Les analyses réalisées en 2011 et 2013 par McGettigan et les Coxib and traditional NSAID Trialists (CNT) Collaborators, respectivement, ont démontré que le risque d’événements CV graves était un effet dose-dépendant des AINS sélectifs et non sélectifs de la COX-2, à l’exception peut-être du naproxène, et des doses thérapeutiques élevées d’AINS non sélectifs (ex. ibuprofène 2400 mg/jour, diclofénac 150 mg/jour) comportaient un risque CV similaire par rapport à un groupe combiné de doses thérapeutiques et supra-thérapeutiques d’AINS sélectifs de la COX-2 (comme le rofécoxib).

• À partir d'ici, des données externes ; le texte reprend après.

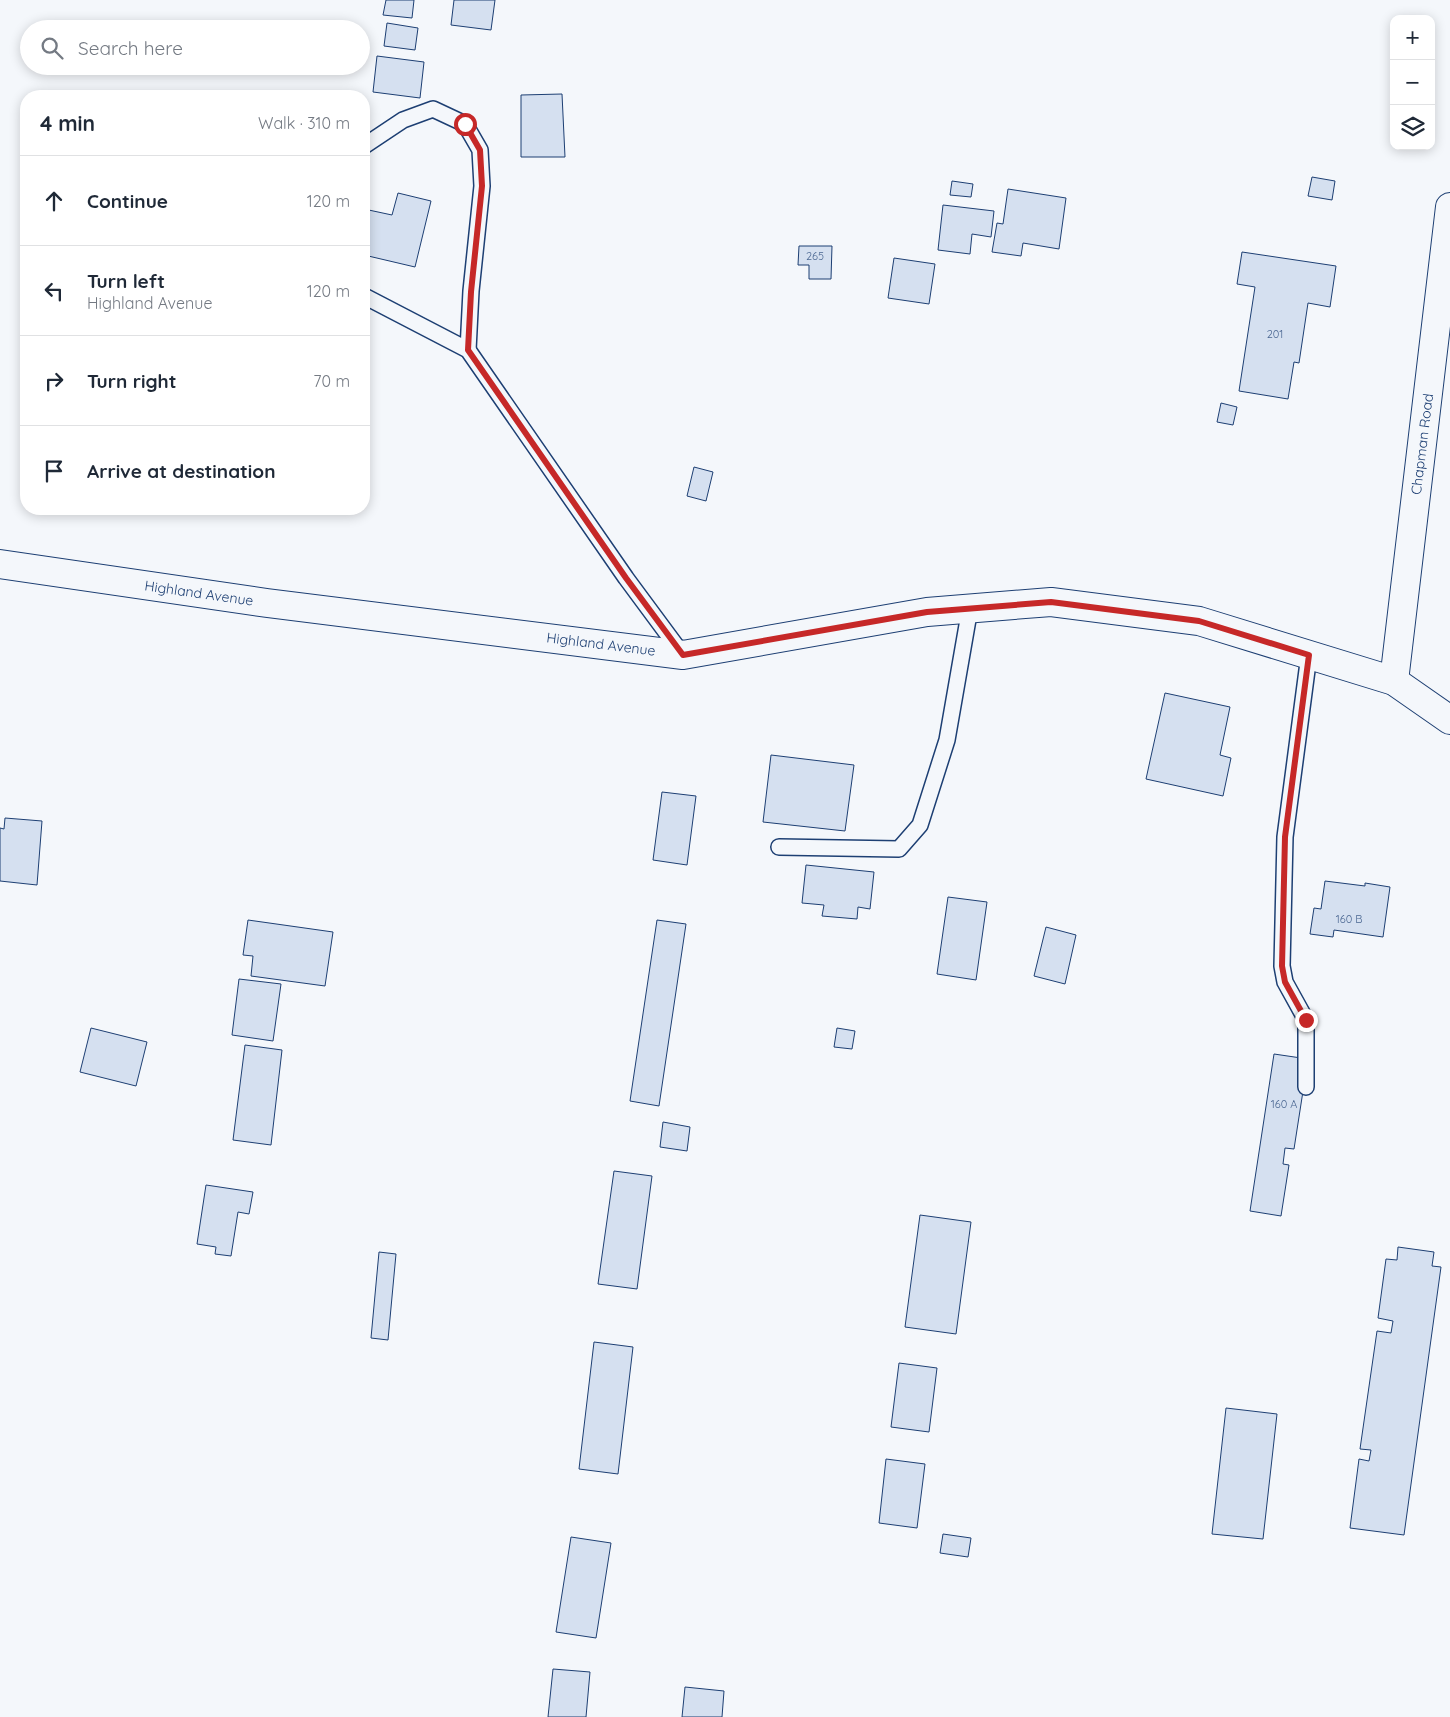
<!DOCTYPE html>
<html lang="en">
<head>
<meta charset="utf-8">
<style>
	:root { --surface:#fff; --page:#f2f2f3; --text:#1f2937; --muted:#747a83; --line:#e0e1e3 }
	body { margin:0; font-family:Quicksand,sans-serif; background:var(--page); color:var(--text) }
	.controls { position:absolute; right:15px; top:15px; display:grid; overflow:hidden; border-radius:10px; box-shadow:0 2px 12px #0003 }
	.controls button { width:45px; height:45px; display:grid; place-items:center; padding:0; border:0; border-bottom:1px solid var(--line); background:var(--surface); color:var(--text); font:25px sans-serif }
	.stop { position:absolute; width:15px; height:15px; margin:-11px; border:4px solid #c62828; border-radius:50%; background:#fff }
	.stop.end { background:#c62828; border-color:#fff; box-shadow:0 1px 5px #0008 }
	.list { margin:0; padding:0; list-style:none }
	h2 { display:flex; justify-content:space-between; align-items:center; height:65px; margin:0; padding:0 20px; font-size:21px }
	h2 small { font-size:16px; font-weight:400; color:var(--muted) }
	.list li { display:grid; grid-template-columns:32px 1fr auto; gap:15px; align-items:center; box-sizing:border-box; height:90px; padding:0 20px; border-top:1px solid var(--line) }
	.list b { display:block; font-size:19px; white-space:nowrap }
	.list p { margin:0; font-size:16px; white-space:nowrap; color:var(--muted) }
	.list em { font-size:16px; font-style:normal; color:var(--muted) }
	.icon { flex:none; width:28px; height:28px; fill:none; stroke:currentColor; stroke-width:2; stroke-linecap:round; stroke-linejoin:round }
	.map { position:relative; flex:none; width:1450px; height:1717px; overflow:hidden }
	.search { position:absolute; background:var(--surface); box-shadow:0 2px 12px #0003; left:20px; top:20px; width:350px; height:55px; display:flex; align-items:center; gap:12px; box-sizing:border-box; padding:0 18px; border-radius:28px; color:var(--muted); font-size:19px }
	.panel { position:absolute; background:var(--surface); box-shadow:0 2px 12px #0003; left:20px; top:90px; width:350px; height:425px; border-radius:20px }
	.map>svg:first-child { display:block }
	.building { fill:#d5e0f0; stroke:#1d3f73 }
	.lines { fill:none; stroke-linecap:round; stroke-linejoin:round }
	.lane-casing { stroke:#1d3f73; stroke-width:18 }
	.street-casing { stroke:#1d3f73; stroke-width:30 }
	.lane { stroke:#f4f7fb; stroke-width:15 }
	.street { stroke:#f4f7fb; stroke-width:28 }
	.route { stroke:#c62828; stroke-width:6 }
	.labels { text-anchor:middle; stroke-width:4; stroke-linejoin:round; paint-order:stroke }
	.number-label { font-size:11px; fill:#4b6792 }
	.street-label { font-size:14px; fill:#1d3f73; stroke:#f4f7fb }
</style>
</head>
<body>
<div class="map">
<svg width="1450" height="1717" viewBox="0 0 1450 1717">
	<rect width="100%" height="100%" fill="#f4f7fb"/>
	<g class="building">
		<path d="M386,0H414L412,18L383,15Z"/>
		<path d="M454,0H495L491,30L451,25Z"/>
		<path d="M387,23L418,28L415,50L384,46Z"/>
		<path d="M377,56L424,62L420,98L373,92Z"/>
		<path d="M562,94L565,157H521V95Z"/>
		<path d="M1312,177L1335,181L1332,200L1308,196Z"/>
		<path d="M952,181L973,184L971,197L950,195Z"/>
		<path d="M1008,189L1066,198L1059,249L1023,243L1021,256L992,252L997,223L1003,224Z"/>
		<path d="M398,193L431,201L415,267L364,255V209L392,215Z"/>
		<path d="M943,205L994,211L991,237L972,234L970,254L938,250Z"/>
		<path d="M799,246H832L831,279H809V265H798Z"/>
		<path d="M1242,252L1336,266L1330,307L1308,303L1299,363L1294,362L1288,399L1239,391L1255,287L1237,284Z"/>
		<path d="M894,258L935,264L929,304L888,298Z"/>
		<path d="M1221,403L1237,407L1233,425L1217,422Z"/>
		<path d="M694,467L713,472L706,501L687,496Z"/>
		<path d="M1165,693L1230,707L1220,755L1231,758L1223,796L1146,779Z"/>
		<path d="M771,755L854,765L845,831L763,822Z"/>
		<path d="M662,792L696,796L687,865L653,860Z"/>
		<path d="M5,818L42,821L37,885L0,881V828L4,829Z"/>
		<path d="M806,865L874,872L870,909L858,907L857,919L822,916L824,905L802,903Z"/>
		<path d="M1325,881L1365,886V883L1390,887L1383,937L1334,930L1333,937L1310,934L1314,908L1321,909Z"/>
		<path d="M948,897L987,902L976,980L937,974Z"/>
		<path d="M248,920L333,932L325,986L251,976L253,956L243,955Z"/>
		<path d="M657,920L686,924L659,1106L630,1101Z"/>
		<path d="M1046,927L1076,935L1065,984L1034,976Z"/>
		<path d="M239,979L281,984L273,1041L232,1035Z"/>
		<path d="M91,1028L147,1042L136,1086L80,1072Z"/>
		<path d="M837,1028L855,1031L852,1049L834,1047Z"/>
		<path d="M245,1045L282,1050L271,1145L233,1140Z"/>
		<path d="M1274,1054L1308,1059L1294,1149L1285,1148L1283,1164L1289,1165L1281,1216L1250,1211Z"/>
		<path d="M663,1122L690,1127L687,1151L660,1147Z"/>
		<path d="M614,1171L652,1176L637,1289L598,1284Z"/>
		<path d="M206,1185L253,1192L249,1214L238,1212L231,1256L215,1254L216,1247L197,1244Z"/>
		<path d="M920,1215L971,1222L956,1334L905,1327Z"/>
		<path d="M1398,1247L1434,1252L1432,1266L1441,1267L1404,1535L1350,1528L1359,1459L1369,1461L1371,1450L1360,1449L1377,1331L1391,1333L1393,1321L1378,1318L1386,1259L1397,1260Z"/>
		<path d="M379,1252L396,1254L388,1340L371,1338Z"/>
		<path d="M594,1342L633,1347L618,1474L579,1469Z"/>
		<path d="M899,1363L937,1368L929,1432L891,1427Z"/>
		<path d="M1226,1408L1277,1414L1263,1539L1212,1534Z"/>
		<path d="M886,1459L925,1464L917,1528L879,1523Z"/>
		<path d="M943,1534L971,1538L968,1557L940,1553Z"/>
		<path d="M571,1537L611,1543L596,1638L556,1632Z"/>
		<path d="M553,1669L590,1672L586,1717H548Z"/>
		<path d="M685,1687L724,1691L722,1717H682Z"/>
	</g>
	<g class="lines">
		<g class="lane-casing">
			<g id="lane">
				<path d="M364,146L403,120L433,109L465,124L480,150L482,186L471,291L468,350"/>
				<path d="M364,296L468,350L626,578L683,655"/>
				<path d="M779,847L899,849L920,825L947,740L970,608"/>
				<path d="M1306,1087V1020L1285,982L1282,966L1285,837L1309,655"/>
			</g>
		</g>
		<g class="street-casing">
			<g id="street">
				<path d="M0,564L267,603L683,655L927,612L1051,602L1199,621L1394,681L1450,720"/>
				<path d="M1394,681L1450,207"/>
			</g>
		</g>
		<use href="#lane" class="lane"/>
		<use href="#street" class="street"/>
	</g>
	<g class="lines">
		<path class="route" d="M465,124L480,150L482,186L471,292L468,350L626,578L683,655L927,612L1051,602L1199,621L1309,655L1285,837L1282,966L1285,982L1306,1020"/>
	</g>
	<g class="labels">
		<g class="number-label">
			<text x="815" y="260">265</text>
			<text x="1275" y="338">201</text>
			<text x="1349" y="923">160 B</text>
			<text x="1284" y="1108">160 A</text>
		</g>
		<g class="street-label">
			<text transform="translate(1422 444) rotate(-83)" y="5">Chapman Road</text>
			<text transform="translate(199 593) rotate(8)" y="5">Highland Avenue</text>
			<text transform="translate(601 644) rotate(7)" y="5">Highland Avenue</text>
		</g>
	</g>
</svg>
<div class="controls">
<button>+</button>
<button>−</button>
<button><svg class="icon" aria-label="layers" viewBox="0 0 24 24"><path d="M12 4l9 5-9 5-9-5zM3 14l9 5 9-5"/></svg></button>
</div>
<div class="stop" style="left:465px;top:124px"></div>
<div class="stop end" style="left:1306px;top:1020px"></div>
<div class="search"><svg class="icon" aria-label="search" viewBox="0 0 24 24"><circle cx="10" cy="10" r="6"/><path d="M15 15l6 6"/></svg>Search here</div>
<section class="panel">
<h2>4 min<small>Walk · 310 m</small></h2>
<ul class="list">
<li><svg class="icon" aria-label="ahead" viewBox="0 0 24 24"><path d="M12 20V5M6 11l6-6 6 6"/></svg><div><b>Continue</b></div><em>120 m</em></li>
<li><svg class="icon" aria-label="left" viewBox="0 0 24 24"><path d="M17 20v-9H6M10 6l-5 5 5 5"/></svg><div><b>Turn left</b><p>Highland Avenue</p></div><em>120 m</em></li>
<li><svg class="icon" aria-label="right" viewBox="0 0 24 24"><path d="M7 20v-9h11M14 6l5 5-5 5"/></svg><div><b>Turn right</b></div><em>70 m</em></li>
<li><svg class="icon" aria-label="arrive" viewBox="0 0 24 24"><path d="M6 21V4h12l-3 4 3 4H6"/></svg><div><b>Arrive at destination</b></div></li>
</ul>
</section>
</div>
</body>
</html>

En 2014, Patrono et Baigent, résumant l’ensemble des données actuellement disponibles dans un article de synthèse paru dans Circulation, ont conclu qu’à l’exception de la toxicité digestive, ni l’efficacité ni les principales complications cardio-rénales des AINS sélectifs de la COX-2 ne semblent être influencées par leur niveau de sélectivité de la COX-2. Ils ont conclu que le risque CV associé aux AINS dépendait de la dose et de la durée.
Cette conclusion a été renforcée par les résultats de 2016 de l’essai PRECISION sur le célécoxib, qui n’a montré aucune différence dans les taux d’événements CV entre l’AINS sélectif de la COX-2, le célécoxib, et les AINS non sélectifs, l’ibuprofène et le naproxène.